__Task instructions__:
Where the word "position" appears in a line below, copy the whole line.

__Data for this exercise__:
....................
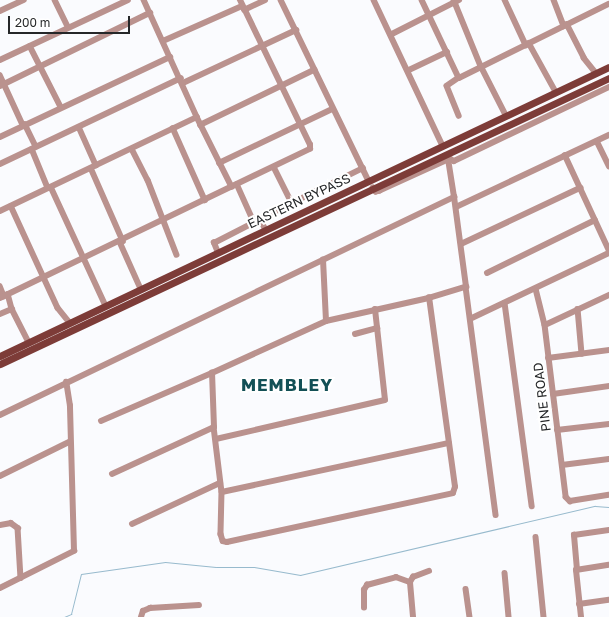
<!DOCTYPE html>
<html>
<head>
<meta charset="utf-8">
<style>
	body { margin:0 }
	#map { position:relative; width:609px; height:617px; overflow:hidden; background:#fafbfe; font-family:"Golos Text",sans-serif }
	div>[style] { position:absolute }
	[style*='--x'] { left:calc(var(--x)*1px); top:calc(var(--y)*1px); width:calc(var(--w)*1px); rotate:calc(var(--a)*1deg) }
	.stream>* { height:1px; margin:-0.5px; padding:0 0.5px; transform-origin:0.5px; border-radius:0.5px; background:#97bacd }
	.minor>* { height:5.5px; margin:-2.75px; padding:0 2.75px; transform-origin:2.75px; border-radius:2.75px; background:#ba928e }
	.major>* { height:7px; margin:-3.5px; padding:0 3.5px; transform-origin:3.5px; border-radius:3.5px; background:#7d3c38 }
	span { translate:-50% -50%; white-space:nowrap; text-align:center; line-height:1.15; -webkit-text-stroke:4px #fff; paint-order:stroke }
	.street-label { font-size:13px; color:#252729 }
	.district-label { font-size:17px; color:#135056; font-weight:700; letter-spacing:1px }
	.scale { position:absolute; left:8px; top:16px; width:122px; height:18px; box-sizing:border-box; border:2px solid #252729; border-top:0; padding-left:5px; font-size:12px; line-height:14px; white-space:nowrap; color:#252729; -webkit-text-stroke:3px #fff; paint-order:stroke }
</style>
</head>
<body>
<div id="map">
	<div class="stream">
		<div style="--x:64;--y:617;--w:8;--a:-23"></div>
		<div style="--x:71;--y:614;--w:41;--a:-76"></div>
		<div style="--x:81;--y:574;--w:85;--a:-8.1"></div>
		<div style="--x:165;--y:562;--w:51;--a:5.6"></div>
		<div style="--x:216;--y:567;--w:38;--a:0"></div>
		<div style="--x:254;--y:567;--w:47;--a:9.9"></div>
		<div style="--x:300;--y:575;--w:303;--a:-13.2"></div>
		<div style="--x:595;--y:506;--w:14;--a:4"></div>
	</div>
	<div class="minor">
		<div style="--x:55;--y:0;--w:30;--a:64"></div>
		<div style="--x:144;--y:0;--w:128;--a:65.6"></div>
		<div style="--x:197;--y:117;--w:78;--a:63.4"></div>
		<div style="--x:281;--y:0;--w:201;--a:64.1"></div>
		<div style="--x:374;--y:0;--w:161;--a:64.7"></div>
		<div style="--x:422;--y:0;--w:86;--a:64.6"></div>
		<div style="--x:459;--y:78;--w:167;--a:-26.3"></div>
		<div style="--x:454;--y:0;--w:71;--a:67.8"></div>
		<div style="--x:481;--y:66;--w:55;--a:63"></div>
		<div style="--x:505;--y:0;--w:50;--a:65"></div>
		<div style="--x:554;--y:0;--w:28;--a:69"></div>
		<div style="--x:244;--y:10;--w:23;--a:-25"></div>
		<div style="--x:0;--y:11;--w:26;--a:-25"></div>
		<div style="--x:567;--y:24;--w:38;--a:63"></div>
		<div style="--x:584;--y:58;--w:19;--a:51"></div>
		<div style="--x:392;--y:34;--w:75;--a:-26.9"></div>
		<div style="--x:163;--y:41;--w:86;--a:-23.9"></div>
		<div style="--x:529;--y:43;--w:56;--a:61.1"></div>
		<div style="--x:30;--y:46;--w:68;--a:63.1"></div>
		<div style="--x:0;--y:60;--w:141;--a:-25.1"></div>
		<div style="--x:409;--y:70;--w:42;--a:-25.3"></div>
		<div style="--x:0;--y:75;--w:55;--a:65.3"></div>
		<div style="--x:459;--y:78;--w:14;--a:146"></div>
		<div style="--x:447;--y:86;--w:32;--a:68"></div>
		<div style="--x:183;--y:83;--w:125;--a:-25.1"></div>
		<div style="--x:0;--y:86;--w:167;--a:-26"></div>
		<div style="--x:25;--y:124;--w:25;--a:64"></div>
		<div style="--x:200;--y:125;--w:127;--a:-25.8"></div>
		<div style="--x:79;--y:127;--w:42;--a:65.9"></div>
		<div style="--x:173;--y:128;--w:79;--a:66"></div>
		<div style="--x:0;--y:137;--w:188;--a:-25.2"></div>
		<div style="--x:597;--y:141;--w:28;--a:64"></div>
		<div style="--x:32;--y:149;--w:42;--a:67.7"></div>
		<div style="--x:132;--y:149;--w:35;--a:63"></div>
		<div style="--x:148;--y:180;--w:80;--a:68.9"></div>
		<div style="--x:565;--y:155;--w:105;--a:65.1"></div>
		<div style="--x:448;--y:157;--w:7;--a:34"></div>
		<div style="--x:454;--y:161;--w:172;--a:-25.5"></div>
		<div style="--x:219;--y:163;--w:125;--a:-25.5"></div>
		<div style="--x:0;--y:164;--w:200;--a:-25.4"></div>
		<div style="--x:274;--y:167;--w:40;--a:63.4"></div>
		<div style="--x:292;--y:203;--w:79;--a:-26.2"></div>
		<div style="--x:91;--y:168;--w:80;--a:66.3"></div>
		<div style="--x:237;--y:184;--w:42;--a:65.9"></div>
		<div style="--x:51;--y:187;--w:131;--a:65.2"></div>
		<div style="--x:11;--y:206;--w:112;--a:65.3"></div>
		<div style="--x:58;--y:308;--w:19;--a:51"></div>
		<div style="--x:456;--y:207;--w:169;--a:-25.2"></div>
		<div style="--x:0;--y:211;--w:218;--a:-25.5"></div>
		<div style="--x:260;--y:219;--w:13;--a:61"></div>
		<div style="--x:120;--y:242;--w:51;--a:65.9"></div>
		<div style="--x:461;--y:244;--w:132;--a:-25.2"></div>
		<div style="--x:218;--y:253;--w:11;--a:-112"></div>
		<div style="--x:214;--y:243;--w:88;--a:-27.1"></div>
		<div style="--x:487;--y:273;--w:120;--a:-26.1"></div>
		<div style="--x:0;--y:286;--w:11;--a:68"></div>
		<div style="--x:466;--y:287;--w:230;--a:82.5"></div>
		<div style="--x:536;--y:289;--w:37;--a:76"></div>
		<div style="--x:545;--y:325;--w:173;--a:83"></div>
		<div style="--x:566;--y:497;--w:6;--a:45"></div>
		<div style="--x:570;--y:501;--w:39;--a:-9"></div>
		<div style="--x:8;--y:294;--w:16;--a:75"></div>
		<div style="--x:12;--y:309;--w:37;--a:63"></div>
		<div style="--x:0;--y:298;--w:344;--a:-25.7"></div>
		<div style="--x:310;--y:149;--w:4;--a:-90"></div>
		<div style="--x:310;--y:145;--w:161;--a:-115.8"></div>
		<div style="--x:505;--y:303;--w:205;--a:82.4"></div>
		<div style="--x:578;--y:309;--w:45;--a:84.9"></div>
		<div style="--x:0;--y:314;--w:13;--a:-23"></div>
		<div style="--x:472;--y:318;--w:152;--a:-25.4"></div>
		<div style="--x:326;--y:321;--w:106;--a:-12.6"></div>
		<div style="--x:429;--y:298;--w:39;--a:-17"></div>
		<div style="--x:466;--y:287;--w:91;--a:-97.6"></div>
		<div style="--x:545;--y:325;--w:71;--a:-25.1"></div>
		<div style="--x:355;--y:334;--w:23;--a:-15"></div>
		<div style="--x:548;--y:358;--w:62;--a:-7.5"></div>
		<div style="--x:553;--y:394;--w:57;--a:-8.1"></div>
		<div style="--x:0;--y:415;--w:504;--a:-25.65"></div>
		<div style="--x:454;--y:197;--w:37;--a:-99"></div>
		<div style="--x:448;--y:160;--w:75;--a:155.5"></div>
		<div style="--x:380;--y:191;--w:4;--a:166"></div>
		<div style="--x:376;--y:192;--w:5;--a:-127"></div>
		<div style="--x:101;--y:421;--w:121;--a:-23.4"></div>
		<div style="--x:214;--y:427;--w:65;--a:83"></div>
		<div style="--x:222;--y:492;--w:232;--a:-12.2"></div>
		<div style="--x:557;--y:430;--w:52;--a:-6.6"></div>
		<div style="--x:216;--y:439;--w:173;--a:-13"></div>
		<div style="--x:385;--y:400;--w:91;--a:-96.3"></div>
		<div style="--x:562;--y:465;--w:47;--a:-7.3"></div>
		<div style="--x:112;--y:474;--w:112;--a:-24.7"></div>
		<div style="--x:214;--y:427;--w:54;--a:-92.1"></div>
		<div style="--x:212;--y:373;--w:125;--a:-24.5"></div>
		<div style="--x:326;--y:321;--w:61;--a:-92.8"></div>
		<div style="--x:0;--y:476;--w:77;--a:-26.2"></div>
		<div style="--x:222;--y:492;--w:42;--a:91.4"></div>
		<div style="--x:221;--y:534;--w:7;--a:74"></div>
		<div style="--x:223;--y:541;--w:4;--a:14"></div>
		<div style="--x:227;--y:542;--w:231;--a:-12.2"></div>
		<div style="--x:453;--y:493;--w:6;--a:-72"></div>
		<div style="--x:455;--y:487;--w:191;--a:-97.8"></div>
		<div style="--x:132;--y:524;--w:97;--a:-25"></div>
		<div style="--x:0;--y:525;--w:11;--a:-10"></div>
		<div style="--x:11;--y:523;--w:9;--a:36"></div>
		<div style="--x:18;--y:528;--w:50;--a:86.6"></div>
		<div style="--x:536;--y:537;--w:80;--a:84.3"></div>
		<div style="--x:577;--y:570;--w:35;--a:-95"></div>
		<div style="--x:574;--y:535;--w:35;--a:-8"></div>
		<div style="--x:505;--y:573;--w:44;--a:84.8"></div>
		<div style="--x:0;--y:588;--w:83;--a:-26.6"></div>
		<div style="--x:74;--y:551;--w:145;--a:-91.6"></div>
		<div style="--x:70;--y:406;--w:24;--a:-99"></div>
		<div style="--x:466;--y:589;--w:28;--a:82"></div>
		<div style="--x:579;--y:604;--w:30;--a:-8"></div>
		<div style="--x:364;--y:608;--w:18;--a:-90"></div>
		<div style="--x:364;--y:590;--w:6;--a:-59"></div>
		<div style="--x:367;--y:585;--w:30;--a:-15"></div>
		<div style="--x:396;--y:577;--w:15;--a:20"></div>
		<div style="--x:141;--y:617;--w:6;--a:-72"></div>
		<div style="--x:143;--y:611;--w:8;--a:-23"></div>
		<div style="--x:150;--y:608;--w:49;--a:-3.5"></div>
		<div style="--x:413;--y:617;--w:35;--a:-95"></div>
		<div style="--x:410;--y:582;--w:6;--a:-59"></div>
		<div style="--x:413;--y:577;--w:17;--a:-21"></div>
		<div style="--x:581;--y:617;--w:47;--a:-96.1"></div>
		<div style="--x:576;--y:570;--w:33;--a:-9"></div>
	</div>
	<div class="major">
		<div style="--x:0;--y:356;--w:674;--a:-25.39"></div>
		<div style="--x:0;--y:364;--w:673;--a:-25.16"></div>
	</div>
	<div class="street-label">
		<span style="left:299px;top:201px;rotate:-25deg">EASTERN BYPASS</span>
		<span style="left:542px;top:397px;rotate:-97deg">PINE ROAD</span>
	</div>
	<div class="district-label">
		<span style="left:287px;top:385px">MEMBLEY</span>
	</div>
	<div class="scale">200 m</div>
</div>
</body>
</html>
....................
__Solution for this task__:
	#map { position:relative; width:609px; height:617px; overflow:hidden; background:#fafbfe; font-family:"Golos Text",sans-serif }
	div>[style] { position:absolute }
	.scale { position:absolute; left:8px; top:16px; width:122px; height:18px; box-sizing:border-box; border:2px solid #252729; border-top:0; padding-left:5px; font-size:12px; line-height:14px; white-space:nowrap; color:#252729; -webkit-text-stroke:3px #fff; paint-order:stroke }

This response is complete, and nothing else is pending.